Clipper Race drama

Clipper Race yacht Hull& Humber has been involved in a dramatic rescue of a crew member in the South Atlantic 1,400 miles from Cape Town.

Arthur Bowers, 51, was climbing towards the main companionway at the end of his watch when the boat was hit by a big wave, knocking him sideways, down the deck and through the guard wires into the water. He was wearing his lifejacket which automatically inflated when he entered the water and had just unclipped his safety line to allow him to descend the steps into the saloon.


The crew, who carry out endless man overboard drills during their pre-race Clipper Training, immediately put theory into practice and, in an excellent display of seamanship, recovered Arthur and had him safely back on board within 17 minutes.


The incident happened at 1345 GMT during daylight hours in the South Atlantic where the waves were six to eight metres high. In winds of 25 to 30 knots Hull & Humber was sailing with the Yankee 3 headsail, staysail and three reefs in the mainsail. The crew reacted quickly, according to Hull & Humber‘s skipper, Piers Dudin, 31. The Salisbury-based skipper was at the chart table at the time and immediately pressed the man overboard button on the GPS system to mark on the chart the position at which Arthur entered the water.


Piers said, “Bex (Rebecca Mayman, 19) was pointing at Arthur’s position. After heaving to, we released the preventer line and centred the main and dropped the Yankee 3 and staysail. We started the engine and motored back upwind to him – at this time we were about 150 metres away.


“Jeremy (Reed, 54) put on the harness while the rest of the watch prepared the halyard to allow him to be lowered over the side to reach Arthur. During this time we circled Arthur twice and on the third lap came up close to him on the starboard side. We didn’t reach him on the first attempt.


“I stationed Hull & Humber with Jeremy low in the water next to Arthur. On the fourth lap we lowered Jeremy to him and he attached a staysail halyard to Arthur’s lifejacket and both were hauled up. Arthur held onto the helistrop and supported himself as he was hoisted.


“He walked himself back to the cockpit and walked below to get out of his wet gear. Charlie (Charlotte Mulliner, 21) had prepared a sleeping bag for him in the saloon.”

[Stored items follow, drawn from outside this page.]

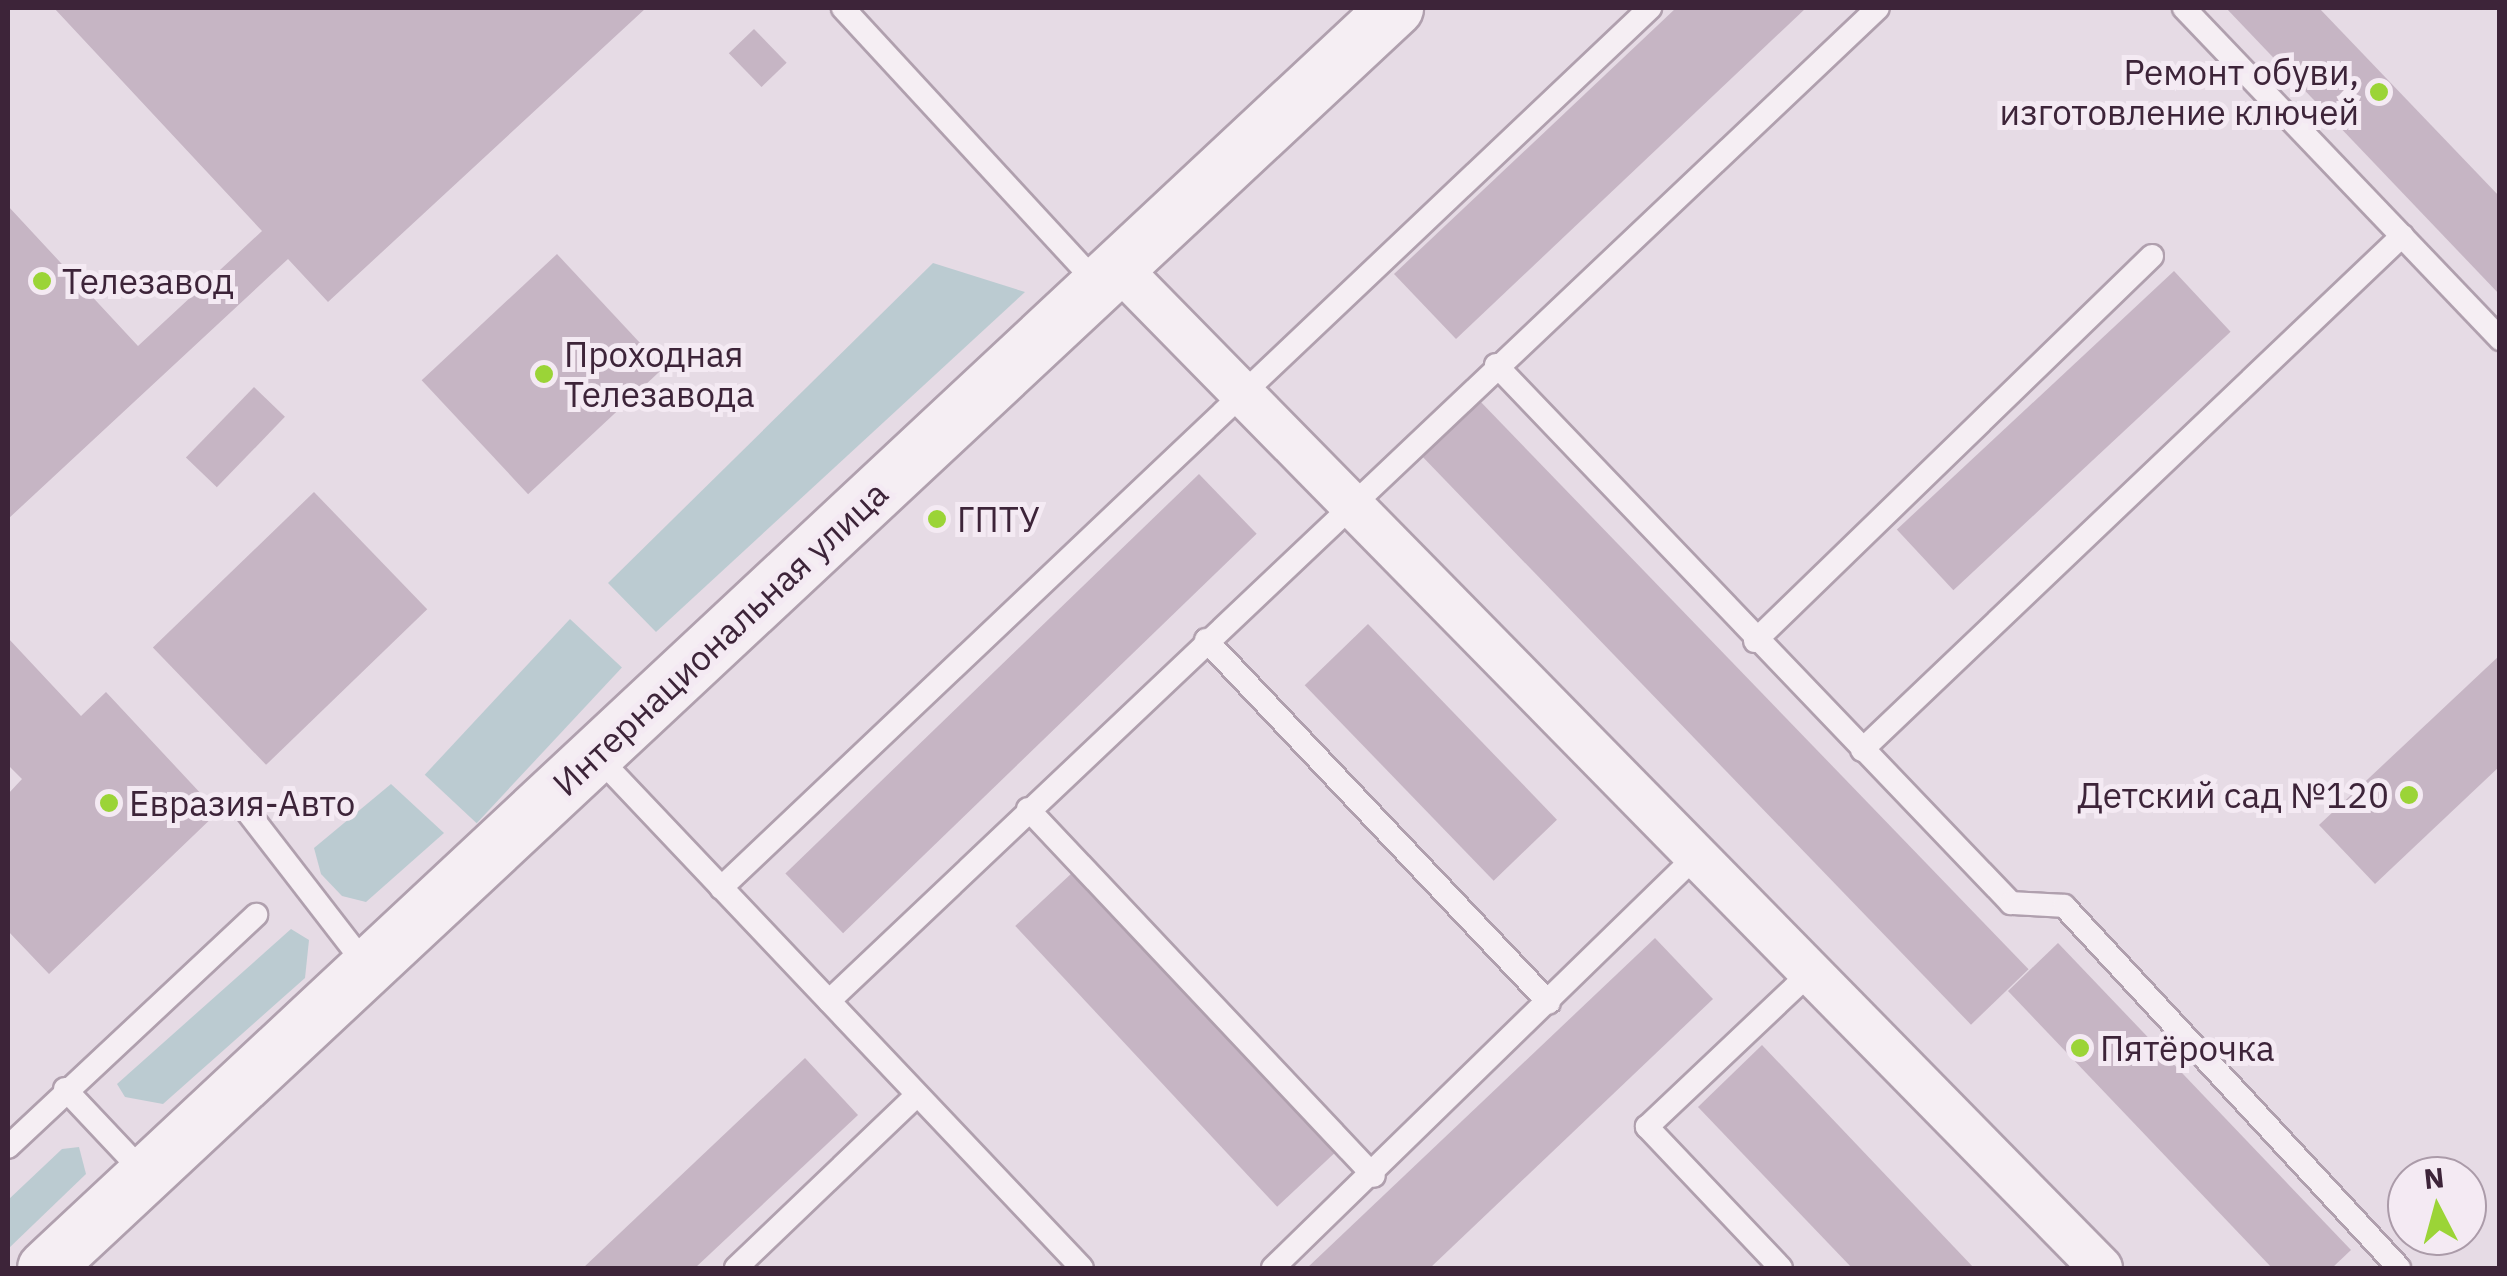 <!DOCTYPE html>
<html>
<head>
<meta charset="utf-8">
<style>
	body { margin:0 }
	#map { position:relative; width:2507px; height:1276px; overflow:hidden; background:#e6dbe5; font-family:"IBM Plex Sans",sans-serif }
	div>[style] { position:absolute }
	.green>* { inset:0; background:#bbcbd1; transform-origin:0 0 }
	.building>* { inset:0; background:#c6b5c4; transform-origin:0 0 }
	.roads { filter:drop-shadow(2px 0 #b0a0ae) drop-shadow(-2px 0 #b0a0ae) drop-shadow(0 2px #b0a0ae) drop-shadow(0 -2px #b0a0ae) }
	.service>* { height:22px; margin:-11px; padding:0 11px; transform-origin:11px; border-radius:11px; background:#f5eef3 }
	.minor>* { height:42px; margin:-21px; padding:0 21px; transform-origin:21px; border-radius:21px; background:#f5eef3 }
	.tertiary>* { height:55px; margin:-27.5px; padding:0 27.5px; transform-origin:27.5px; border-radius:27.5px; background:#f5eef3 }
	.dots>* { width:28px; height:28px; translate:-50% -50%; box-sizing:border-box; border:5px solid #f4eaf3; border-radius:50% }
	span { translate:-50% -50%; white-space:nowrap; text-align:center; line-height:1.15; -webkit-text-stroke:10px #f4eaf3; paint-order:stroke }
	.poi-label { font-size:35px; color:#3d2439 }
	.right { translate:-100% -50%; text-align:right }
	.left { translate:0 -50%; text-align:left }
	.street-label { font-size:35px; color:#3d2439 }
	.frame { position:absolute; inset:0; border:10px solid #3d2439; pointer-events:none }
	.north { position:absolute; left:2387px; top:1156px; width:100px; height:100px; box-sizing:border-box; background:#f4eaf3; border:2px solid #ab9ba9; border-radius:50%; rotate:354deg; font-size:28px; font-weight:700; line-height:40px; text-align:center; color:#3d2439 }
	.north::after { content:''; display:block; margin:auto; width:35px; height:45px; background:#9bd437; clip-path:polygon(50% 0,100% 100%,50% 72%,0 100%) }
</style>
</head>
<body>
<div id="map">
	<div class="green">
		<i style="clip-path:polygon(933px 263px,1025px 292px,656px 632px,608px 583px)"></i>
		<i style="left:570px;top:619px;width:71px;height:213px;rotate:43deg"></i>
		<i style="clip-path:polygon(391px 784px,444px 833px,366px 902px,342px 896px,321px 874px,314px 848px)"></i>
		<i style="clip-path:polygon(291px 929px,309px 940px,305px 978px,163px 1104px,125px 1097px,117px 1084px)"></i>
		<i style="clip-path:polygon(79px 1147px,86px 1174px,8px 1249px,8px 1200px,62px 1149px)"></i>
	</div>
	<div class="building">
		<i style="clip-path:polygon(54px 8px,646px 8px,328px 302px,288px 259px,8px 519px,8px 206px,138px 346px,262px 231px)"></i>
		<i style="clip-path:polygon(1676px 8px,1806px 8px,1456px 339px,1394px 274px)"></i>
		<i style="clip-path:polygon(2226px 8px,2319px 8px,2500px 197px,2500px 295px)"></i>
		<i style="left:754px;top:29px;width:47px;height:35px;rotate:46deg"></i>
		<i style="left:557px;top:254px;width:156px;height:185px;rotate:47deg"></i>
		<i style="left:2174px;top:271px;width:83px;height:379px;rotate:47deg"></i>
		<i style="left:254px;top:387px;width:43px;height:98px;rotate:44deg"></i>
		<i style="left:1477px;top:398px;width:794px;height:80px;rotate:46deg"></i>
		<i style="left:1199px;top:474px;width:83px;height:575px;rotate:46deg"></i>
		<i style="left:314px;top:492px;width:163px;height:224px;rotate:46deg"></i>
		<i style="left:1368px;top:624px;width:272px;height:88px;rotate:46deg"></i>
		<i style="clip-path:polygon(8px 638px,81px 716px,106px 692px,218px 812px,49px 974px,8px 931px,8px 794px,22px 779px,8px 765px)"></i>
		<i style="clip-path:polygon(2500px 655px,2500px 766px,2375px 884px,2319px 825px)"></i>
		<i style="left:1073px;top:872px;width:384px;height:79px;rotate:47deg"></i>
		<i style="clip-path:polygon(1655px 938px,1713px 999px,1430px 1268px,1307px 1268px)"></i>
		<i style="clip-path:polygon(2058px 943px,2351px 1250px,2332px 1268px,2272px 1268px,2008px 991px)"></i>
		<i style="clip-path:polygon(1762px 1045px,1974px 1268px,1852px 1268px,1698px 1107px)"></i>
		<i style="clip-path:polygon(805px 1058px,858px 1115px,695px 1268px,583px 1268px)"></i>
	</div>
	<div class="roads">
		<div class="service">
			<i style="left:843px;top:8px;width:376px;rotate:47.3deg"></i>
			<i style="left:2184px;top:8px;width:458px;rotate:46.3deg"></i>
			<i style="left:1496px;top:365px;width:745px;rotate:46.25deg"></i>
			<i style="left:2011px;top:903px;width:53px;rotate:3.2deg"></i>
			<i style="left:2064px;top:906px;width:493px;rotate:47.2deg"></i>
			<i style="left:1206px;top:640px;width:499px;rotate:46.6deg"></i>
			<i style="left:1755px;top:641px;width:553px;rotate:-44.12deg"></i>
			<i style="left:1862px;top:750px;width:746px;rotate:-43.59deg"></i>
			<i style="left:595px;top:754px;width:708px;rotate:46.55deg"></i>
			<i style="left:1028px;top:809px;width:504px;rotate:46.69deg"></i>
			<i style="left:246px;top:810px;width:196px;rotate:52.3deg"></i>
			<i style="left:721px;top:888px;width:1280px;rotate:-43.45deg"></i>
			<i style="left:829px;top:1001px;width:1444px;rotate:-43.43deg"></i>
			<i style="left:65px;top:1089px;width:117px;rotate:46.7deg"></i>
			<i style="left:8px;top:1147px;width:340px;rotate:-43.1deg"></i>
			<i style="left:736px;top:1268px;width:250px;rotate:-43.7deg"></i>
			<i style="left:1273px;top:1268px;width:590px;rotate:-44.25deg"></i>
			<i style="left:1781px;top:1268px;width:195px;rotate:-133.5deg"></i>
			<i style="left:1647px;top:1127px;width:224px;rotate:-43.4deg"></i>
		</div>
		<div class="minor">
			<i style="left:1118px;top:267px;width:1403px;rotate:45.52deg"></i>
		</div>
		<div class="tertiary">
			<i style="left:45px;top:1268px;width:1847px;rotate:-43.03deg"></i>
		</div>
	</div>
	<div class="dots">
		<i style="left:2379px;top:92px;background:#9bd437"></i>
		<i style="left:42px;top:281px;background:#9bd437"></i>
		<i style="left:544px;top:374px;background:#9bd437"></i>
		<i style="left:937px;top:519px;background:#9bd437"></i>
		<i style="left:2409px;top:795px;background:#9bd437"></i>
		<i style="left:109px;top:803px;background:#9bd437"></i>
		<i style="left:2080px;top:1048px;background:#9bd437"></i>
	</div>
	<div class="poi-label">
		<span class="right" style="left:2359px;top:92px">Ремонт обуви,<br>изготовление ключей</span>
		<span class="left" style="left:62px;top:281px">Телезавод</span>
		<span class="left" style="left:564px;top:374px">Проходная<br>Телезавода</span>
		<span class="left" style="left:957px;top:519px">ГПТУ</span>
		<span class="right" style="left:2389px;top:795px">Детский сад №120</span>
		<span class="left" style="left:129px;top:803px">Евразия-Авто</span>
		<span class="left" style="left:2100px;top:1048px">Пятёрочка</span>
	</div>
	<div class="street-label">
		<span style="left:720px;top:638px;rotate:-43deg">Интернациональная улица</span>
	</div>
	<div class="frame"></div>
	<div class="north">N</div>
</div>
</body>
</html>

As soon as he was back on board he was checked for signs of hypothermia and for shock and has no other injuries. Piers, in common with every ocean going commercial skipper including those in charge of tankers and cruise ships, has the Marine Coastguard Agency (MCA)’s certificate of Proficiency for Persons in Charge of Medical Care on Board Ships. In addition he has the support of medical professionals in the crews of the other Clipper yachts and via the UK’s Maritime Rescue Coordination Centre (MRCC) in Falmouth if required. He is continuing to monitor Arthur’s condition and, as a precaution, he is monitoring the rest of the crew for symptoms of shock.


Piers rang the Race Office at 1413 GMT to report the incident and Arthur’s safe recovery and his next of kin have been told.


Race Director Joff Bailey says, “Man overboard manoeuvres are practised daily in training to cover this situation. That Piers and his crew reacted so quickly and efficiently is a testament to the high standards set during the pre-race Clipper Training which has helped them develop their skills as ocean racing yachtsmen and women.”

Hull & Humber was in second place in Race 3 of the Clipper 09-10 Round the World Yacht Race from Rio de Janeiro, Brazil, to Cape Town, South Africa, when the incident happened. They returned to the position at which they started their engine and have now resumed racing – and Arthur can’t wait to get back up on deck and take the helm. The team has dropped down to third place, 17 miles behind the leaders, Cork, Ireland.


The first boats are expected at Royal Cape Yacht Club in Cape Town on approximately 14 November.